#### Task description
Where does the word "origin" occur in the data below? Copy each line that holds it.
Dataset content below:
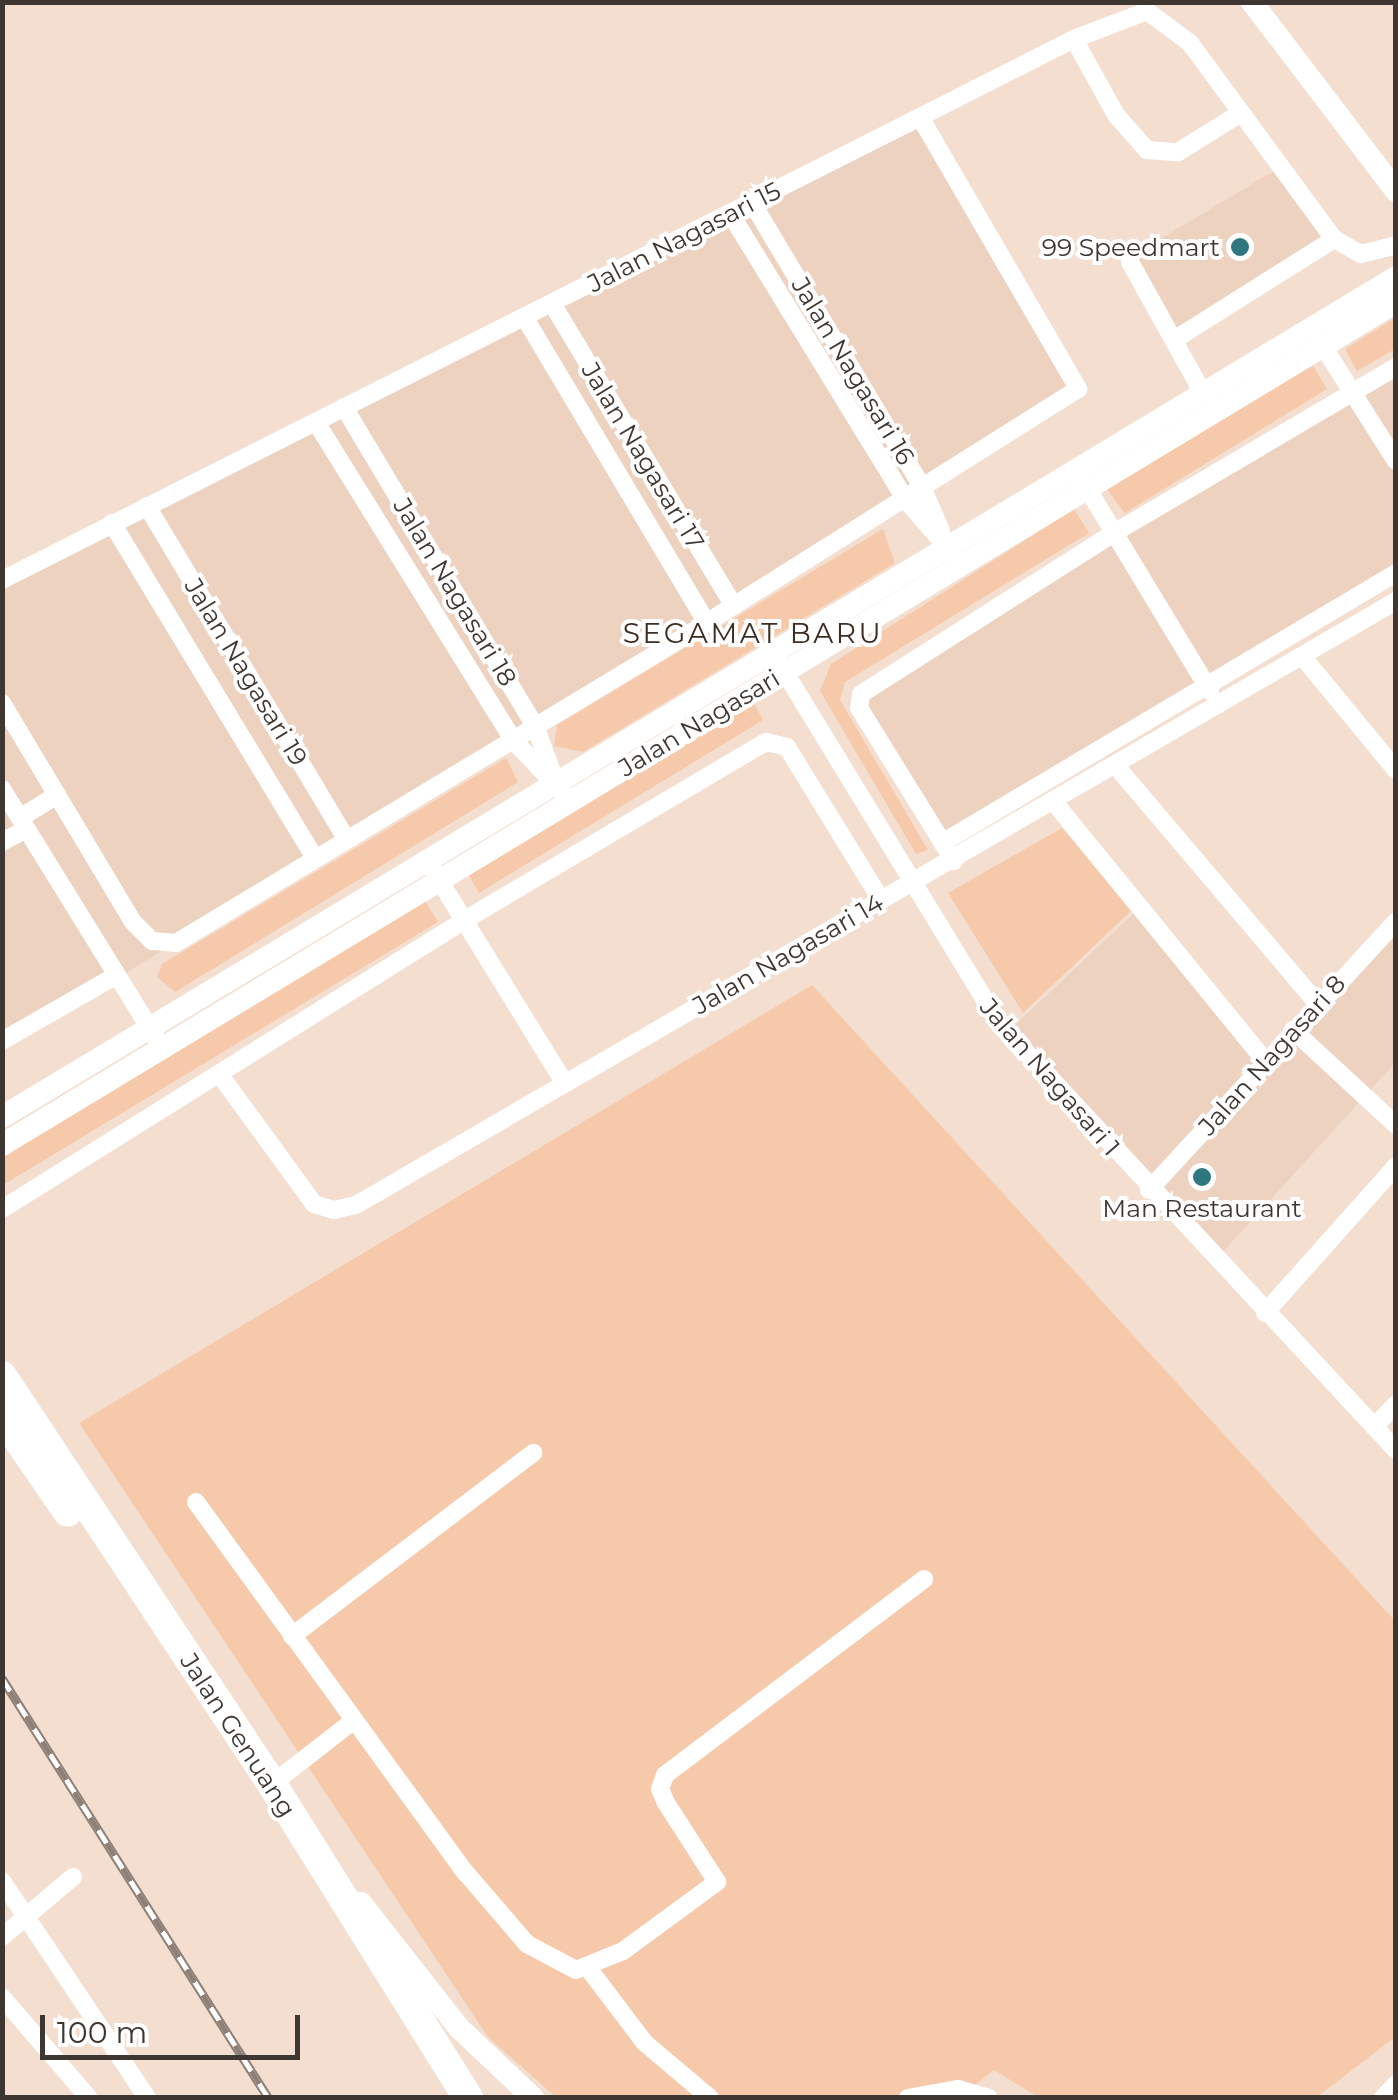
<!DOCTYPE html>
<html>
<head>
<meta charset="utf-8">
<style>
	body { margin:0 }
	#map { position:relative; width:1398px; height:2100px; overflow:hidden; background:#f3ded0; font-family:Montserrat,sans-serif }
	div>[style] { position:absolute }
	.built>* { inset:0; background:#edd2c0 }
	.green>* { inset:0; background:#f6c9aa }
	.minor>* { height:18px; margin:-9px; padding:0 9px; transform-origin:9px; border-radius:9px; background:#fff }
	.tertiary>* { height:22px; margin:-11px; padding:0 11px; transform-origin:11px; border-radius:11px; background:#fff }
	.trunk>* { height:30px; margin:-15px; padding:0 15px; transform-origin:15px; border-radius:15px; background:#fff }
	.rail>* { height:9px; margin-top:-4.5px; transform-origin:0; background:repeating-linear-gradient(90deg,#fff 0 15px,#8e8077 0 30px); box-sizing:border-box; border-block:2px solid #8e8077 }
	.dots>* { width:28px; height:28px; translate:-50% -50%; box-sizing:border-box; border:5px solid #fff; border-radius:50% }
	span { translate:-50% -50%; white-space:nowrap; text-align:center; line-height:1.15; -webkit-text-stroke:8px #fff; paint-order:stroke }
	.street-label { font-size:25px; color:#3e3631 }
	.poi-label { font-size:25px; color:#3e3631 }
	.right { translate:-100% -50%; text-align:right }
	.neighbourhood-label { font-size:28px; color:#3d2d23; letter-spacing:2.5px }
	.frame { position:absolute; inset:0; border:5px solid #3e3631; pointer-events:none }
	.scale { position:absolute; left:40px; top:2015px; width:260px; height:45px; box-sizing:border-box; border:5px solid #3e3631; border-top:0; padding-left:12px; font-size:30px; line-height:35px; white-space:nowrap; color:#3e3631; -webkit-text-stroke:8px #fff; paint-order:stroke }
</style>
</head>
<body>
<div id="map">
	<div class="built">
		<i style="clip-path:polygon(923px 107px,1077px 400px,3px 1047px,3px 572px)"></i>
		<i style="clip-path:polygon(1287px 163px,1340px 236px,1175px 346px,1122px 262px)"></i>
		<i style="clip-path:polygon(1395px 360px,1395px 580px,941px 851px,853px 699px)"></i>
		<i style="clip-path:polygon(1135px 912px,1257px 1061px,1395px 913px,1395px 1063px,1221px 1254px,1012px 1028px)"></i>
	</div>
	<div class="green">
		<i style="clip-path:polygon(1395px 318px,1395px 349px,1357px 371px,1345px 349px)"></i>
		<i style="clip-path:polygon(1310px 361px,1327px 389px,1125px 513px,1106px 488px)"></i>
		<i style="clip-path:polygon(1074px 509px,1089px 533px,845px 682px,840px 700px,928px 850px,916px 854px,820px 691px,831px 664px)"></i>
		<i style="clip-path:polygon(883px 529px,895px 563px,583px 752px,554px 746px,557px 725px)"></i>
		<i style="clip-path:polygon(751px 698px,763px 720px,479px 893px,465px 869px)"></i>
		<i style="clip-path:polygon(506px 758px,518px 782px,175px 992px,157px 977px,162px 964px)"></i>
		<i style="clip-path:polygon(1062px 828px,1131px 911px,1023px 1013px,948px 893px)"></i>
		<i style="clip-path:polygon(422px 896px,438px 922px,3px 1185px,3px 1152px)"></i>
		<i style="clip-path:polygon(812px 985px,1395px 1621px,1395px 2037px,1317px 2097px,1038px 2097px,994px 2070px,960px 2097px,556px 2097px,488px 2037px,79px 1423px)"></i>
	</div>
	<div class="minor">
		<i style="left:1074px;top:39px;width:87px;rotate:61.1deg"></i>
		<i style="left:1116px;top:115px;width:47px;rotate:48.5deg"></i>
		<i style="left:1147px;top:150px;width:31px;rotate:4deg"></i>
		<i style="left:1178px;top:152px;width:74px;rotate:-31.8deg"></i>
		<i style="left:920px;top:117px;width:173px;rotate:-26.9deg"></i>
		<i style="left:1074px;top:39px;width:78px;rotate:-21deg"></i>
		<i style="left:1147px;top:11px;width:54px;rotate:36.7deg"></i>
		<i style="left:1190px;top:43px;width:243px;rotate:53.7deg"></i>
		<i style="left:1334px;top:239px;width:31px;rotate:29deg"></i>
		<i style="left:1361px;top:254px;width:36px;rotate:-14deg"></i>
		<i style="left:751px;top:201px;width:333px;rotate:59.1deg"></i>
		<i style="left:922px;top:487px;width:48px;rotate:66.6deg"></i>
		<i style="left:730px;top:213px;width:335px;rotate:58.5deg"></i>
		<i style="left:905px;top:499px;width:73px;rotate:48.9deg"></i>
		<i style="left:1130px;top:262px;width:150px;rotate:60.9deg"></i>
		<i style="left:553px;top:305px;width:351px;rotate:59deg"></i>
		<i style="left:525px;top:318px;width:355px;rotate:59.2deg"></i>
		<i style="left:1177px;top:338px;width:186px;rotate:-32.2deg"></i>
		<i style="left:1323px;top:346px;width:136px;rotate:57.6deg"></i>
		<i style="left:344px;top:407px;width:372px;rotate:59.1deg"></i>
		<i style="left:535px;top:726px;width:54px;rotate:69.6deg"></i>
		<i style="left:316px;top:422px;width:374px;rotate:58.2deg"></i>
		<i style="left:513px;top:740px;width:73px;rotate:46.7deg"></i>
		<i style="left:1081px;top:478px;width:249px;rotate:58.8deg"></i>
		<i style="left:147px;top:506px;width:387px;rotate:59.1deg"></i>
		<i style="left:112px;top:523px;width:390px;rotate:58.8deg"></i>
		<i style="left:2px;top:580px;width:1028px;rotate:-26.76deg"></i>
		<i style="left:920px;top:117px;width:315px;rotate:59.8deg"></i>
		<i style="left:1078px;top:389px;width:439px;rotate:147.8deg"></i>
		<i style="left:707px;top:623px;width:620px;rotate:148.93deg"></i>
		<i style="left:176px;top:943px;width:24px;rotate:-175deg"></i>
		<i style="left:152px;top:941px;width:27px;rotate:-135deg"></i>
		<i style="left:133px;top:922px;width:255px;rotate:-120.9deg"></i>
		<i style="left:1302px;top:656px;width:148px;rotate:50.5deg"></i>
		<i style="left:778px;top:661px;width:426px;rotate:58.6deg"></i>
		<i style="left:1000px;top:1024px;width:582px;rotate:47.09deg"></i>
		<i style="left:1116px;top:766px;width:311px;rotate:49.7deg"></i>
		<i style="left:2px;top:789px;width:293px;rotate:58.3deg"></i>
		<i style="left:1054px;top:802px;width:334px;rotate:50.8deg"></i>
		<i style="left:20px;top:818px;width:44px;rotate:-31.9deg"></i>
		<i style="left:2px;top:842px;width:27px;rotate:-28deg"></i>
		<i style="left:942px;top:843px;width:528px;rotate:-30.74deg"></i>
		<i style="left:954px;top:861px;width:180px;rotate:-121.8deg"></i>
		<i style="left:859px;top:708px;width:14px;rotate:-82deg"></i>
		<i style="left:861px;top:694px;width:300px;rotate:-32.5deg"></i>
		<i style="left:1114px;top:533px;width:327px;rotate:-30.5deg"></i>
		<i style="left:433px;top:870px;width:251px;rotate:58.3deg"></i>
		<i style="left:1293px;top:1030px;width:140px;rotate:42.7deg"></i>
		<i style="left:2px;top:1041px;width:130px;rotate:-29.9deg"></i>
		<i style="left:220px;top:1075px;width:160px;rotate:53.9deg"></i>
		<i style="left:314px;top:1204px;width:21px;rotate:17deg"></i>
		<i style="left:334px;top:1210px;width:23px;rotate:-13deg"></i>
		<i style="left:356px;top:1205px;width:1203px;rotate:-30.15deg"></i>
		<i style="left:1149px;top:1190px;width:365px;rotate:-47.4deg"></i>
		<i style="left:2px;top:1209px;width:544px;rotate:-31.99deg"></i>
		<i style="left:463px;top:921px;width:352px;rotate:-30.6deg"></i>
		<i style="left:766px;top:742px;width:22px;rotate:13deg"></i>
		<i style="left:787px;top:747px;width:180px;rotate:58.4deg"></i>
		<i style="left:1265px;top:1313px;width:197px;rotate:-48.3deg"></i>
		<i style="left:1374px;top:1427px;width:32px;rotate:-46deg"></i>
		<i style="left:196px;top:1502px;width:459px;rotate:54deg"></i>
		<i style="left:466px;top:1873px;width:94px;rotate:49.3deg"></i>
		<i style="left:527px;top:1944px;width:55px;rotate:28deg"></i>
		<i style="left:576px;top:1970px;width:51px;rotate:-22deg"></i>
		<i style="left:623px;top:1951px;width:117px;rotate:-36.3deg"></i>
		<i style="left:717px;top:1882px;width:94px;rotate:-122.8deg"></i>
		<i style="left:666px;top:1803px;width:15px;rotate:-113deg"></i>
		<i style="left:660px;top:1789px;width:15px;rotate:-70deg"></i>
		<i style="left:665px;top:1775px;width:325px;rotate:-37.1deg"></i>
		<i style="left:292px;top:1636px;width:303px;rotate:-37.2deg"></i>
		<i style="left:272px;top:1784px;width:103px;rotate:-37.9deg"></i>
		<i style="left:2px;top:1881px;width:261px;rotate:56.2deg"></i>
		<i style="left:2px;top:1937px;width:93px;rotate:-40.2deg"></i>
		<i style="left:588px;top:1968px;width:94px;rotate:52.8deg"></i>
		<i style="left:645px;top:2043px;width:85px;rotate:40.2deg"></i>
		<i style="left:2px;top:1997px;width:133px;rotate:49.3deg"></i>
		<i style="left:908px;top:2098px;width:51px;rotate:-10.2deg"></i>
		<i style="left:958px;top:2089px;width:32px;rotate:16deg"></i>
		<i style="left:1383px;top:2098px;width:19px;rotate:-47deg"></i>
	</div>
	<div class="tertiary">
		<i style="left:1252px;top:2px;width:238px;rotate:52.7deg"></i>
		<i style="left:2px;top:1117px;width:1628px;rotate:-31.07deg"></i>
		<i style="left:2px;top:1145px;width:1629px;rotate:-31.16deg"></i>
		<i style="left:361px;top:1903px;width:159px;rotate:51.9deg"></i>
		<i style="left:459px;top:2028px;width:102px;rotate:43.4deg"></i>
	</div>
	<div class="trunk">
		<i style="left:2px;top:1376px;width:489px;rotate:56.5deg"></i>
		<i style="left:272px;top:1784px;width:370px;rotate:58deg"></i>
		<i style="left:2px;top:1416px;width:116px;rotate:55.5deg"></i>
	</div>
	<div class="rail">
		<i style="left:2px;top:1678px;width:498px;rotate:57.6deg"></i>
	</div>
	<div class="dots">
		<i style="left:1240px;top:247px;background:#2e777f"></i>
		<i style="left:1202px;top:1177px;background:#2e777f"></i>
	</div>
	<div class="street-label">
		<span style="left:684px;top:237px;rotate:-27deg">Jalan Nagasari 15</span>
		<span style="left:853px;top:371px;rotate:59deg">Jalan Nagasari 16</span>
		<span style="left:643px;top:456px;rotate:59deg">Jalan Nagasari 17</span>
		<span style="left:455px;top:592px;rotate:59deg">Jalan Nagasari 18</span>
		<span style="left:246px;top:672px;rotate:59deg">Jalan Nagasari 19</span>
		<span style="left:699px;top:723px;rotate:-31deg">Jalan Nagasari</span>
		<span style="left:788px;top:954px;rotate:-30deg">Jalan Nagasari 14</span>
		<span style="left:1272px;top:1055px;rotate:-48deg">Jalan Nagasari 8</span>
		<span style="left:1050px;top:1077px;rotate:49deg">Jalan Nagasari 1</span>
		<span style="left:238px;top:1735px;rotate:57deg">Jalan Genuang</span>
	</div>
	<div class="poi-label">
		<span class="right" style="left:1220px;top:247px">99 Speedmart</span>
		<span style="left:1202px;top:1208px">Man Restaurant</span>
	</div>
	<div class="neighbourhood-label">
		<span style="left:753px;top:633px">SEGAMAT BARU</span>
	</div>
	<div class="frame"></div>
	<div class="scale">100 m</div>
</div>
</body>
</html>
End of Dataset content.
#### Response to this task
	.minor>* { height:18px; margin:-9px; padding:0 9px; transform-origin:9px; border-radius:9px; background:#fff }
	.tertiary>* { height:22px; margin:-11px; padding:0 11px; transform-origin:11px; border-radius:11px; background:#fff }
	.trunk>* { height:30px; margin:-15px; padding:0 15px; transform-origin:15px; border-radius:15px; background:#fff }
	.rail>* { height:9px; margin-top:-4.5px; transform-origin:0; background:repeating-linear-gradient(90deg,#fff 0 15px,#8e8077 0 30px); box-sizing:border-box; border-block:2px solid #8e8077 }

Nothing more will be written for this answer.